Problem description:
Copy each line below in which the string "scale" occurs.

Material provided:

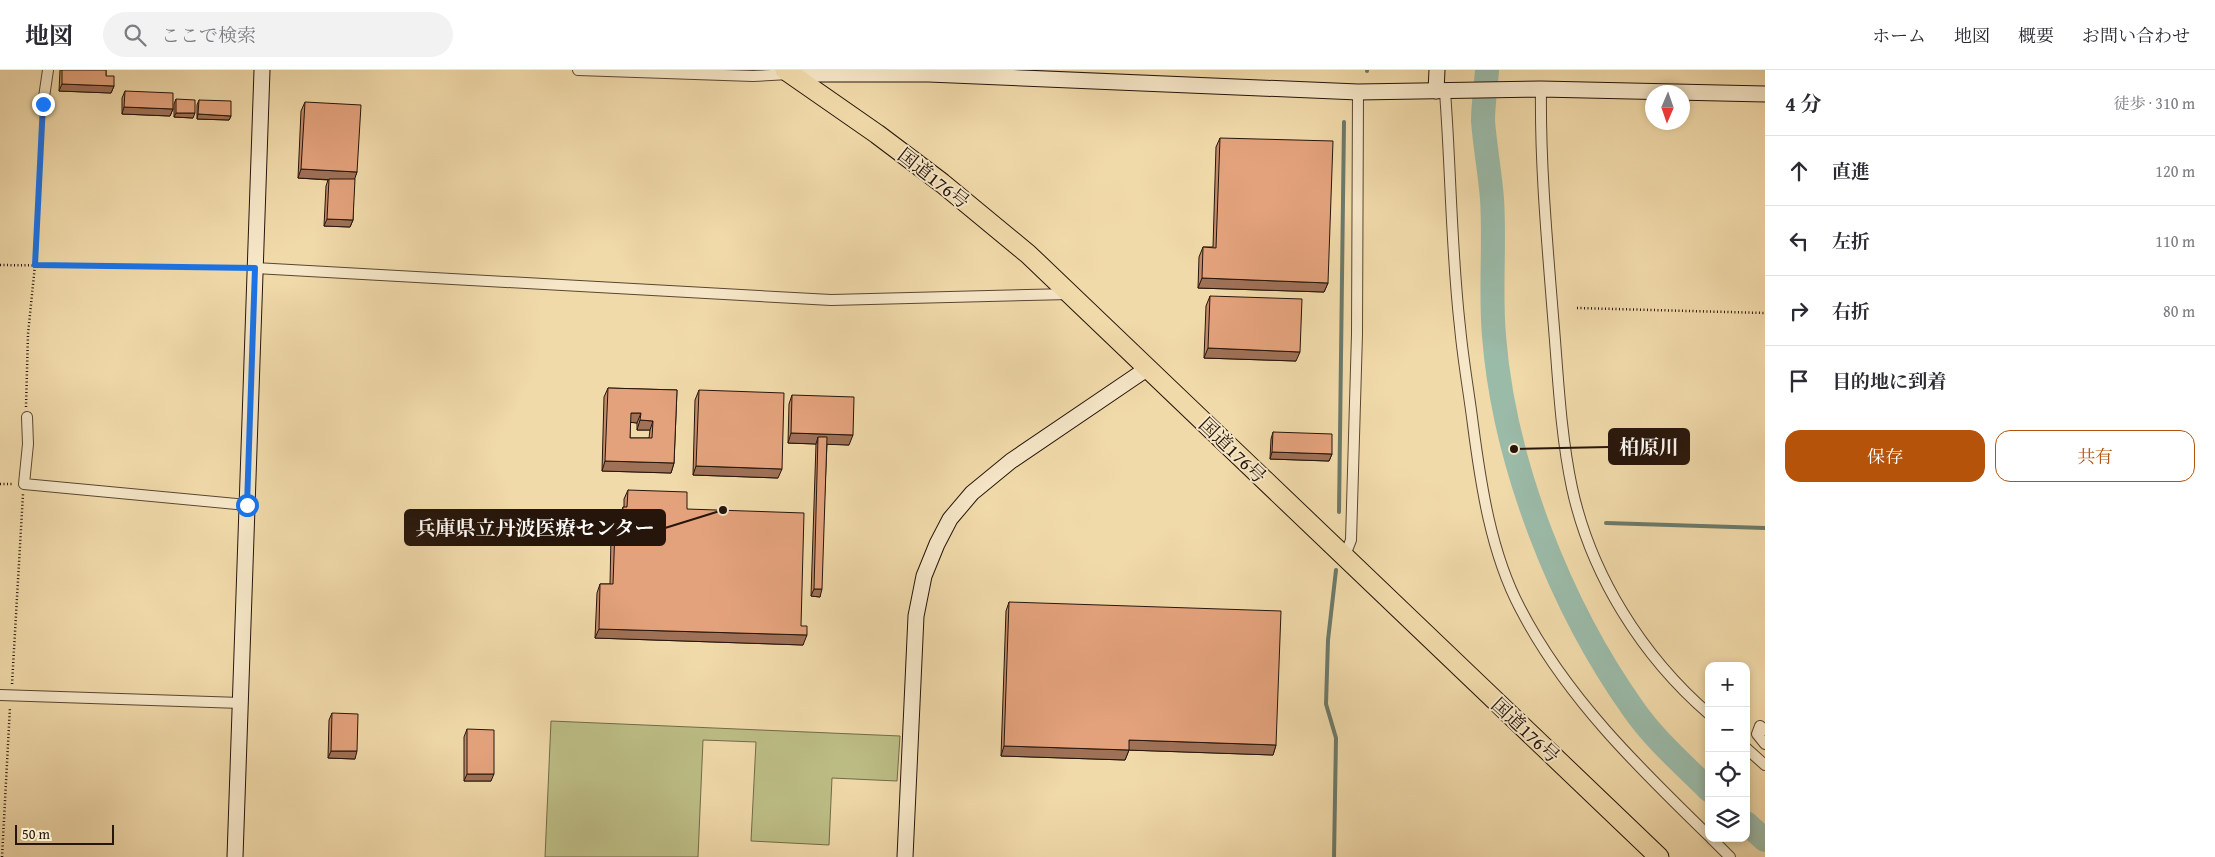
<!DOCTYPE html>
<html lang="ja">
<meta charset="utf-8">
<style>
:root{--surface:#fff;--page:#f2f2f3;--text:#2b2b33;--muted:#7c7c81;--line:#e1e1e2;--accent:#b45309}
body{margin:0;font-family:"Gentium Book Plus","Noto Serif JP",serif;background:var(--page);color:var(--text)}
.controls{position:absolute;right:15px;bottom:15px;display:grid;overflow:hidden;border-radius:10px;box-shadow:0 2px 8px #0003}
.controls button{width:45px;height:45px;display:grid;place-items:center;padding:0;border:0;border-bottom:1px solid var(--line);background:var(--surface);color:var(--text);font:25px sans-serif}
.compass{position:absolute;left:1645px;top:15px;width:45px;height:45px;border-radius:50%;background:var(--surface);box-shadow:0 2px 8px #0003;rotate:182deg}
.scale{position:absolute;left:15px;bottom:12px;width:99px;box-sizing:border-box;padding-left:5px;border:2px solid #26150a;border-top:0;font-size:14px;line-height:18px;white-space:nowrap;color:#26150a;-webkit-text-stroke:4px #f6e7c8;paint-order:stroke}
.stop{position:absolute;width:15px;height:15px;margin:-11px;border:4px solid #1a73e8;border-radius:50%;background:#fff}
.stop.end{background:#1a73e8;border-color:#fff;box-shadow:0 1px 5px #0008}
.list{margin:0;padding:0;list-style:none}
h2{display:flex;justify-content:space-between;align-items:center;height:65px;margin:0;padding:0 20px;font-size:21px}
h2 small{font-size:16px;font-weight:400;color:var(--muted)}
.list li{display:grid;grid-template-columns:32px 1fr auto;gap:15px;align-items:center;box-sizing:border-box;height:70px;padding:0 20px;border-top:1px solid var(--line)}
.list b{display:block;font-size:19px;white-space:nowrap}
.list em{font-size:16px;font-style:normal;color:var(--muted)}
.actions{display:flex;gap:10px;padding:15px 20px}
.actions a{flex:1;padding:11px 0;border:1px solid var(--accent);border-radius:15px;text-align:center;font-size:18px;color:var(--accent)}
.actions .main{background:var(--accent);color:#fff}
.icon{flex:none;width:28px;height:28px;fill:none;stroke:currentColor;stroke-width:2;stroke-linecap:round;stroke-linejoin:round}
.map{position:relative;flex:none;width:1765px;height:787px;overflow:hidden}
header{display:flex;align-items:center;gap:30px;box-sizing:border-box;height:70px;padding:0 25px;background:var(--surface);border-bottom:1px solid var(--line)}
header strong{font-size:24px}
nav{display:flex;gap:28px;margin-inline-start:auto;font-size:18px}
.search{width:350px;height:45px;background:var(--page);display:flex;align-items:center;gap:12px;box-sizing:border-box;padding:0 18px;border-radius:28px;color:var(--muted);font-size:19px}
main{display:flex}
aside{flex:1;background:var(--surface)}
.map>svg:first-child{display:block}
</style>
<header>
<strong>地図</strong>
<div class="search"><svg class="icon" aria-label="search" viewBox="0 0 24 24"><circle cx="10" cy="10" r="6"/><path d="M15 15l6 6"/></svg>ここで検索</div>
<nav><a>ホーム</a><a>地図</a><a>概要</a><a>お問い合わせ</a></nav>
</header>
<main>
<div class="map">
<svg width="1765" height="787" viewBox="0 0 1765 787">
<rect width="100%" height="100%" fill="#f1daaa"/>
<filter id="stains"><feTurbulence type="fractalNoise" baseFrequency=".004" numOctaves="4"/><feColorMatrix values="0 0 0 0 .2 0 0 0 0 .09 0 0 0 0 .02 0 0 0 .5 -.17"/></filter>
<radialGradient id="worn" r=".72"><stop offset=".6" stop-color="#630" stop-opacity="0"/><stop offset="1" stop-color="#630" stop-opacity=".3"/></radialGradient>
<polygon fill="#bdbe86" stroke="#726a48" points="551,651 900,666 897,711 832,708 829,775 751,771 756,672 703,670 698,787 545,787"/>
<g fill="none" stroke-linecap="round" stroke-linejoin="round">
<g stroke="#6c7969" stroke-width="4">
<polyline points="1367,0 1367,1"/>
<polyline points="1339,442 1344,52"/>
<polyline points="1606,453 1765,458"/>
<polyline points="1334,787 1336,668 1326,634 1328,570 1336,500"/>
</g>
<g stroke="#9bbba9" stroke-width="24">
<path d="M1487,0C1486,17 1483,34 1483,51C1485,77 1490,103 1492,129C1495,174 1490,220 1494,266C1504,393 1560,536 1634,640C1655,670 1683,694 1709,720"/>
<polyline points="1746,753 1765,770"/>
</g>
<g stroke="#594632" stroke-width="12">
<g id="street">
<polyline points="578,0 753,6 789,4"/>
<path d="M1541,19C1540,95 1547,170 1553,246C1558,303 1560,361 1572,418C1591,505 1642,586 1709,644"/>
<path d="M1445,22C1451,100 1451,179 1460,257C1463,290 1469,323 1473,355C1481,416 1491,483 1520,538C1566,627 1638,697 1709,766"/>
<polyline points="43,34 48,0"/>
<polyline points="255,198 831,230 1070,224"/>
<polyline points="27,347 28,374 24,414 247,435"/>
<polyline points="1344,488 1351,470 1357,264 1358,22"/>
<polyline points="0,625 241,633"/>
<polyline points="1765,660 1760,656 1757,664 1765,674"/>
<polyline points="1746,678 1765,695"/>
<polyline points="1711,768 1730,787"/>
</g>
</g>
<g stroke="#26150a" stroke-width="17">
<g id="secondary">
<polyline points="792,4 929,4 1358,22 1541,19 1765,24"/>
<polyline points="1436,21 1437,0"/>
<polyline points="235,787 262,0"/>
<polyline points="905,787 916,546 924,506 937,474 950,449 972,423 1011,391 1148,298"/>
</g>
</g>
<g stroke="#26150a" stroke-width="21">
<polyline id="highway" points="785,0 877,64 942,113 1028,184 1659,787"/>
</g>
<g stroke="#26150a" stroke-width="2.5" stroke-dasharray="1 2.5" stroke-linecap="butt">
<polyline points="0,195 241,198"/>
<polyline points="1577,238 1765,243"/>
<polyline points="26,337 28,264 35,195 43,45"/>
<polyline points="0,414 13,414"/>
<polyline points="12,614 23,424"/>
<polyline points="2,787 10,637"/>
</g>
<use href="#street" stroke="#f6e7c8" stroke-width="10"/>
<use href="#secondary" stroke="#f6e7c8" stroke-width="15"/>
<use href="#highway" stroke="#f1daaa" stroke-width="19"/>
</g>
<g fill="#c38b6b" stroke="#26150a" fill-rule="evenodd">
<polygon points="60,0 106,0 106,6 114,16 111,23 59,21"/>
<polygon points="125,21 173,39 170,46 122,44 122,28"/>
<polygon points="176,29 193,48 174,47 174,34"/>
<polygon points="199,30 231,46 229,50 197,49 197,35"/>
<polygon points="305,32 357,102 354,109 353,150 350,157 324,156 326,116 328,110 298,108 301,41"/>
<polygon points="1220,68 1328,213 1324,222 1198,218 1199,187 1203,177 1213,177 1216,77"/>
<polygon points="1210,226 1296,291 1204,288 1206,236"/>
<path d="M608,318L677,320L674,393L671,403L602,401L604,327ZM630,352L637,353V360H650L649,368H630Z"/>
<polygon points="699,320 778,408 693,405 695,330"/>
<polygon points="792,325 849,375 827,374 820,527 811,526 816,374 788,373 789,334"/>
<polygon points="1273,362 1332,384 1329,391 1270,389 1271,369"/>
<polygon points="628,420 687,439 801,556 803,575 595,568 597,523 600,514 610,514 611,467 615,458 619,458 619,447 623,437 624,437 624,429"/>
<polygon points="1009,532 1276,675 1273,685 1129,680 1125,690 1001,686 1006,541"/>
<polygon points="332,643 355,689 328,688 329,650"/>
<polygon points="467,659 491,711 464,711 464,667"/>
</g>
<g fill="#9f7157" stroke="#26150a">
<polygon points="62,14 114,16 111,23 59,21"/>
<polygon points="124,37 173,39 170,46 122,44"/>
<polygon points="176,43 195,43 193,48 174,47"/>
<polygon points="198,44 231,46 229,50 197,49"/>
<polygon points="301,99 357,102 354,111 298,108"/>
<polygon points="327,149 353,150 350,157 324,156"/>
<polygon points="1202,208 1328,213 1324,222 1198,218"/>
<polygon points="1208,278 1300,282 1296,291 1204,288"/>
<polygon points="631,343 641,343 637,353 627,352"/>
<polygon points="640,350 653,351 650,360 637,360"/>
<polygon points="791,363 853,365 849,375 818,374 818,367 816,374 788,373"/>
<polygon points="1272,382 1332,384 1329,391 1270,389"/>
<polygon points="605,391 674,393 671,403 602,401"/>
<polygon points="696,396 782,399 778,408 693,405"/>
<polygon points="814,519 822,519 820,527 811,526"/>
<polygon points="599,559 807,565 803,575 595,568"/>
<polygon points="1129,670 1276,675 1273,685 1126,680"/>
<polygon points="1004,676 1129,680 1125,690 1001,686"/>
<polygon points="331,681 357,681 355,689 328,688"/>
<polygon points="467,704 494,704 491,711 464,711"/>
</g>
<g fill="#e3a27c" stroke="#26150a" fill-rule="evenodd">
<polygon points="62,0 106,0 106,6 114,6 114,16 62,14"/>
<polygon points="125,21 173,23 173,39 124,37"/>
<polygon points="176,29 195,30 195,43 176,43"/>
<polygon points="199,30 231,31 231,46 198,44"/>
<polygon points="305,32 361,35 357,102 301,99"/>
<polygon points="1220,68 1333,71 1328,213 1202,208 1203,177 1216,178"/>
<polygon points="329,109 355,109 353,150 327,149"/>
<polygon points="1210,226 1302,229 1300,282 1208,278"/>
<path d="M608,318L677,320L674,393L605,391ZM631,343H641L640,350L653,351L652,368H630Z"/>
<polygon points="699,320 784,323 782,399 696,396"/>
<polygon points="792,325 854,327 853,365 791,363"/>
<polygon points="1273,362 1332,364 1332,384 1272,382"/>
<polygon points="818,367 827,367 822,519 814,519"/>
<polygon points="628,420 687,422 687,439 804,443 801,556 807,556 807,565 599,559 600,514 613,514 615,458 622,458 623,437 627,437"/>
<polygon points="1009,532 1281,541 1276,675 1129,670 1129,680 1004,676"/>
<polygon points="332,643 358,644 357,681 331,681"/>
<polygon points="467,659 494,660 494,704 467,704"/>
</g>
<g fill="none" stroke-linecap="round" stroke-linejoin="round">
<polyline stroke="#1a73e8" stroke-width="6" points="43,34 35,195 255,198 247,435"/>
</g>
<g text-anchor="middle" stroke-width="4" stroke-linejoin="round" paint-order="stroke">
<g font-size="19" fill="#26150a" stroke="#f6e7c8">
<text transform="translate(934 108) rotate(38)" y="7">国道176号</text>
<text transform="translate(1233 380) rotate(44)" y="7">国道176号</text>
<text transform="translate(1526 660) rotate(43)" y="7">国道176号</text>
</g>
</g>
<path fill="none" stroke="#26150a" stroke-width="2" d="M1514 379L1609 377M723 440L665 458"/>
<g fill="#26150a" stroke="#f6e7c8" stroke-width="2">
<circle cx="1514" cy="379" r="5"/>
<circle cx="723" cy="440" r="5"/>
</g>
<g fill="#26150a" stroke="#26150a" stroke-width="2">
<rect x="1609" y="359" width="80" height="35" rx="5"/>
<rect x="405" y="440" width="260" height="35" rx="5"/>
</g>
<g font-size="20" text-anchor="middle" font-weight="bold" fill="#fff">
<text x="1649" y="384">柏原川</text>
<text x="535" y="465">兵庫県立丹波医療センター</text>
</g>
<rect width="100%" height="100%" filter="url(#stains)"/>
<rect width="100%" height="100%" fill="url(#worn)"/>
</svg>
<div class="controls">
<button>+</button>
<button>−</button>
<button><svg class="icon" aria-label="locate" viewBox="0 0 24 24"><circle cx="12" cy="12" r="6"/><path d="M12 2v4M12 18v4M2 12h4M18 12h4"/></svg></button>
<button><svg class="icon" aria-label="layers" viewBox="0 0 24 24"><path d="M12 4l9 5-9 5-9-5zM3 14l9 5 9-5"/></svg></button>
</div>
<svg class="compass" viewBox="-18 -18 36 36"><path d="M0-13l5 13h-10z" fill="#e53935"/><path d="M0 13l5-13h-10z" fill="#7c7c81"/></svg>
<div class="scale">50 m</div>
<div class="stop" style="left:247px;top:435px"></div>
<div class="stop end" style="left:43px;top:34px"></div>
</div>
<aside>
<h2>4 分<small>徒歩 · 310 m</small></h2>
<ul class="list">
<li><svg class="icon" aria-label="ahead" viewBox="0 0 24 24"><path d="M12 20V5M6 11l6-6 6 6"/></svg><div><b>直進</b></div><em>120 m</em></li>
<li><svg class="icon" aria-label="left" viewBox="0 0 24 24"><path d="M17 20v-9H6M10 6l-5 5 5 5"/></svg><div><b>左折</b></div><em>110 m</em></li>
<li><svg class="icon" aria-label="right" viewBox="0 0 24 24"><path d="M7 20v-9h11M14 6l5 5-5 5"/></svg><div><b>右折</b></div><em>80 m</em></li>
<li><svg class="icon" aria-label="arrive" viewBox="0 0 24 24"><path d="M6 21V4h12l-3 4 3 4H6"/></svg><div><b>目的地に到着</b></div></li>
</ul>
<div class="actions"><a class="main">保存</a><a>共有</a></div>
</aside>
</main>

The answer:
.scale{position:absolute;left:15px;bottom:12px;width:99px;box-sizing:border-box;padding-left:5px;border:2px solid #26150a;border-top:0;font-size:14px;line-height:18px;white-space:nowrap;color:#26150a;-webkit-text-stroke:4px #f6e7c8;paint-order:stroke}
<div class="scale">50 m</div>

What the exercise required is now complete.